Regex single dot character in group behaves differently than not in group



  • Regex1: ^.*$

    Regex2: ^(.)*$

    Input line: 💦

    Regex2 does not match the input line, but Regex1 does. I have a bit more complex regex based on Regex2, where I cannot omit the parenthesis and I want it to match. Am I making some mistake, or is there a workaround?

    I am basically trying to replace lines that do not contain something, but it fails and keeps lines with emojis. This is what I use: ^((?!word).)*$ based on SO answer from here



  • Hello, @matthews-dylan

    Allow me some hours to elaborate a correct reply to your problem, which is really not easy, as it involves notions such as UTF-8 encoding, Unicode surrogates, Notepad++ encodings, regex engine handling of characters and, of course, fonts !

    See you later,

    guy038



  • Hi, @matthews-dylan and All,

    I apologize for my very late reply, but I needed to do numerous verifications and tests ! I’m going to start with some general topics, and, then, I’ll come back to your specific problem to tell you why your second regex ^(.)*$ matches empty lines only and I’ll give you a solution in order to delete any line which does not contain any Emoji character. Take your time and have a drink : this post is quite long ;-))


    First, I would say that most of the monospaced fonts, using in code editors, can display the glyphs of traditional characters only ! So, you need to get a more robust font, which could display most of Unicode symbols properly ;-))
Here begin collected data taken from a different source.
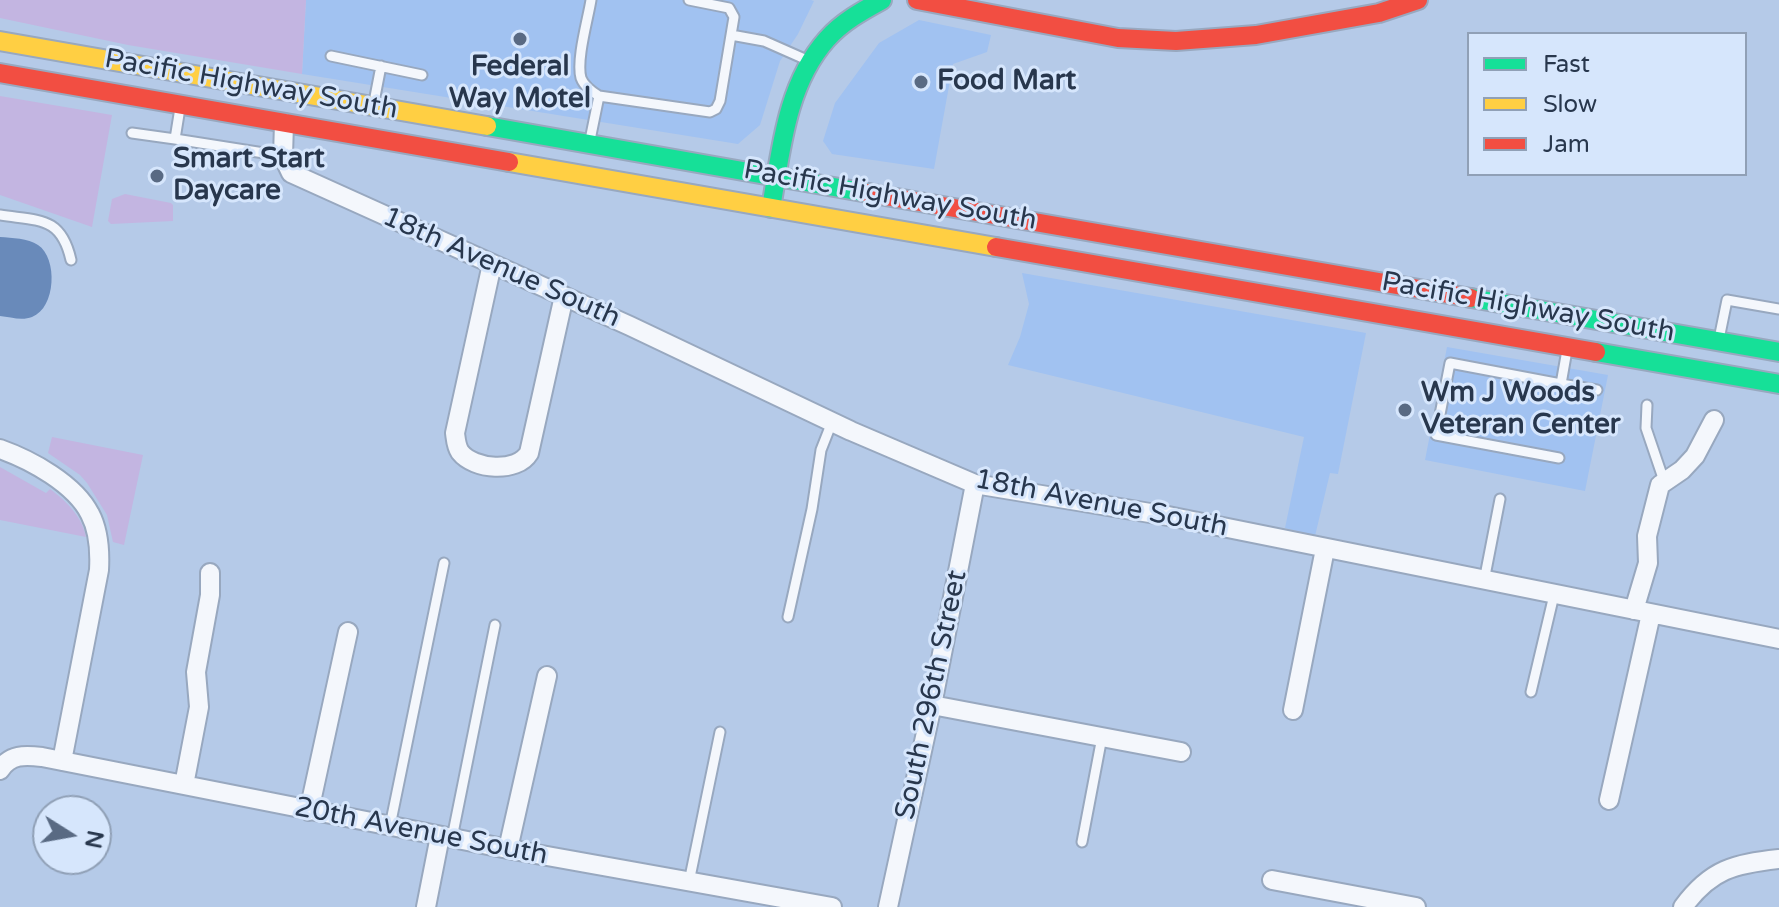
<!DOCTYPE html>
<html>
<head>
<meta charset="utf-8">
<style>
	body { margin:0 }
	#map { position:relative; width:1779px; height:907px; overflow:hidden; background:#b5cae8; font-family:"Varela Round",sans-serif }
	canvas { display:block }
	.legend { position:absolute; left:1467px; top:32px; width:280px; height:144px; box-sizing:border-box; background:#d6e6fc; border:2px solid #90a0b6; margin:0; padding:10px 14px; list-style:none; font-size:24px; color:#28374d }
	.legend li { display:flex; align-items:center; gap:16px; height:40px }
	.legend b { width:40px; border:2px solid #90a0b6 }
	.north { position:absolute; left:32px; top:795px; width:80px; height:80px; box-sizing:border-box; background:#d6e6fc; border:2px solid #90a0b6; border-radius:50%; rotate:101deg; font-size:22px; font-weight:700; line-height:32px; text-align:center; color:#28374d }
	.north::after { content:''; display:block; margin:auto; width:28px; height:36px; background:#596a83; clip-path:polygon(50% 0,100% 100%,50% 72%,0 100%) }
</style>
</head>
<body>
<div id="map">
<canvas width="1779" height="907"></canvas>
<ul class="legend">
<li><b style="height:10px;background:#16e098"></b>Fast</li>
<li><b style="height:10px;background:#ffcf43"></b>Slow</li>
<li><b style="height:10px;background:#f24e42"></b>Jam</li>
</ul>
<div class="north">N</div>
</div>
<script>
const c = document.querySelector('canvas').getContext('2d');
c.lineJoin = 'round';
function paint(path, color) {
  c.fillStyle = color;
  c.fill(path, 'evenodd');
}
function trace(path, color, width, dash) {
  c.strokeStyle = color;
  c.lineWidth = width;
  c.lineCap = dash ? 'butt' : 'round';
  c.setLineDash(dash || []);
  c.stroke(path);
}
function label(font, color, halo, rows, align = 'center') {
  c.font = font + ' "Varela Round",sans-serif';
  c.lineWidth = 6;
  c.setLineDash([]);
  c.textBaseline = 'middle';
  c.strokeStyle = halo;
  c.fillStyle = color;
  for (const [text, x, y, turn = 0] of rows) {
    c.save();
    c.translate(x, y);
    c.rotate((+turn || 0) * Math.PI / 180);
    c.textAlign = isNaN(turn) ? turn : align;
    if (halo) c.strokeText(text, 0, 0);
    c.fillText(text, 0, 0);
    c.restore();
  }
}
const built = new Path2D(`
	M306 0H811L814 1 798 34 780 61 760 125 738 144 302 74Z
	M919 20 991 35 987 52 953 64 934 169 832 154 823 141 835 103 879 43Z
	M1022 273 1366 333 1338 474 1330 473 1315 536 1285 528 1304 437 1008 365 1020 337 1029 304Z
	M1447 347 1608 375 1585 491 1425 460Z`);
const green = new Path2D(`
	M0 0H306L302 74 128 45 0 18Z
	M0 96 112 115 92 227 0 195Z
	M125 194 171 203 173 205V221L111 224 108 221 112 199Z
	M52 437 143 455 124 545 113 542 107 515 87 483 80 475 48 453Z
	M0 467 46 493 50 489C66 501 82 516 86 537L0 520Z`);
const water = new Path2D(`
	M0 237C12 238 28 238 38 245 58 258 56 308 32 317 22 321 10 317 0 316Z`);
const lane = new Path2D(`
	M591 0C588 19 576 60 581 78 584 86 591 91 599 96L710 112 716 109 720 101 734 17 729 8 689 0
	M731 35 764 41 807 60
	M331 56 422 75
	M374 102 381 66
	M180 108 175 139 283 156
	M132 133 175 139
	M590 140 599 96
	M0 215C39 221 61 216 71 260
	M1719 339 1727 300 1779 309
	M1561 384 1597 390
	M1647 405 1646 428 1664 481
	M1559 458 1436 435 1450 363 1561 384 1567 350
	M1484 581 1500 499
	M788 617 812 509 821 450 832 422
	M1531 692 1554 595
	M390 826 444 563
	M452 838 495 625
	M1082 842 1102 737
	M689 882 720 732`);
const street = new Path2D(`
	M284 123 283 156 291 173 630 326 851 431 975 484 1168 516 1779 639
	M492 264 455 433C456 440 456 446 460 452 474 470 517 473 529 453L564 296
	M0 449C31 460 75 484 90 514 99 531 100 552 99 570L62 761
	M1634 610 1648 563 1647 536 1660 485 1682 470 1695 456 1714 420
	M932 705 1181 752
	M1293 710 1325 549
	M0 770C10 754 25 755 42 757L508 849 832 907
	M184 785 199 707 196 672 210 595V573
	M1609 800 1651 614
	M309 811 348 632
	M508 849 547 676
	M1272 880 1416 907
	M426 907 440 836
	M888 907 932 705 975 484
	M1683 907C1711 869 1734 864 1779 859`);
const fast = new Path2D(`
	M487 126 868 193
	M771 208C781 151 786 85 827 39 842 22 862 11 882 0
	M1471 298 1779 352
	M1596 352 1779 384`);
const slow = new Path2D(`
	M0 41 487 126
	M509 162 996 247`);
const jam = new Path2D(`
	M917 0 1118 38 1176 41 1256 35 1379 13 1418 0
	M0 73 509 162
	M868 193 1471 298
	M996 247 1596 352`);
const markers = [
	[520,39,8,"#596a83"],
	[921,82,8,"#596a83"],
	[157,176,8,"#596a83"],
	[1405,410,8,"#596a83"]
];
const poiNames = [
	["Federal",520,68,"center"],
	["Way Motel",520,100,"center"],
	["Food Mart",937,82],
	["Smart Start",173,160],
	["Daycare",173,192],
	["Wm J Woods",1421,394],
	["Veteran Center",1421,426]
];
const streetNames = [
	["Pacific Highway South",251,85,10],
	["Pacific Highway South",890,196,10],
	["18th Avenue South",501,268,24],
	["Pacific Highway South",1528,308,10],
	["18th Avenue South",1101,504,11],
	["South 296th Street",932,695,-78],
	["20th Avenue South",421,832,11]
];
paint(built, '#a1c2f1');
paint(green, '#c3b5e1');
paint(water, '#698aba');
trace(lane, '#98a8bf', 13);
trace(street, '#98a8bf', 22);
trace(fast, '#98a8bf', 22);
trace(slow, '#98a8bf', 22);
trace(jam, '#98a8bf', 22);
trace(lane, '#f4f7fc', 9);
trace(street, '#f4f7fc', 18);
trace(fast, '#16e098', 18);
trace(slow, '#ffcf43', 18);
trace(jam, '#f24e42', 18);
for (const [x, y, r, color] of markers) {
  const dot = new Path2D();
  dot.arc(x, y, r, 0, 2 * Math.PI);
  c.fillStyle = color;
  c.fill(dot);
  trace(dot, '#d6e6fc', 3);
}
label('bold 28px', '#28374d', '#d6e6fc', poiNames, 'left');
label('28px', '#28374d', '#d6e6fc', streetNames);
</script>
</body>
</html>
    So, refer to the last section of my other post, below :

    https://community.notepad-plus-plus.org/post/50673


    Now, after pasting the input line of your post, with my current N++ Courier New font, I get the line, below, where your character, not handled with that font, is simply replaced with a small white square box :

    `Input line: □

    To get information in that character, refer, again, to the last section of this other post, which speaks about a very handy on-line UTF-8 tool :

    https://community.notepad-plus-plus.org/post/50983

    With the help of this tool, we deduce that your special char has the following characteristics :

    Character name                           SPLASHING SWEAT SYMBOL
    
    Hex code point                           1F4A6
    Decimal code point                       128166
    
    Hex UTF-8 bytes                          F0 9F 92 A6
    Octal UTF-8 bytes                        360 237 222 246
    
    UTF-8 bytes as Latin-1 characters bytes  ð <9F> <92> ¦
    
    Hex UTF-16 Surrogates                    D83D DCA6
    

    Refer to the link, below, to see all the characters of the Unicode Miscellaneous Symbols and Pictographs block :

    http://www.unicode.org/charts/PDF/U1F300.pdf

    Note that the Unicode code-point of this character is 1F4A6, which is over the first 65536 characters of the Basic Multilingual Plane ( BMP ) Therefore, this means that :

    • It is correctly encoded in an UTF-8 encoded file. So, you must use the N++ UTF-8 or UTF-8 BOM encodings, which can handle all Unicode characters, from \x{0000} to \x{10FFFF}

    • It cannot be inserted in an ANSI encoded file, which handle 256 characters, only, from \x{00} to \x{FF}

    • It cannot be inserted in a N++ UCS-2 BE BOM and UCS-2 LE BOM encoded file, which can handle only the 65536 characters of the BMP, from \x{0000} to \x{FFFF}


    Moreover, as the code-point of your character is over \x{FFFF} :

    • It cannot be represented with the regex syntax \x{1F4A6}, due a bug of the present Boost regex engine, which does not handle all characters in true 32-bits encoding :-(( Also, searching for \x{1F4A6} results in the error message Find: Invalid regular expression

    • The simple regex dot symbol . cannot match a character, with Unicode code-point > \x{FFFF}, too !

    Luckily, if you paste your character in the Find what: zone, it does find all occurrences of the SPLASHING SWEAT SYMBOL character !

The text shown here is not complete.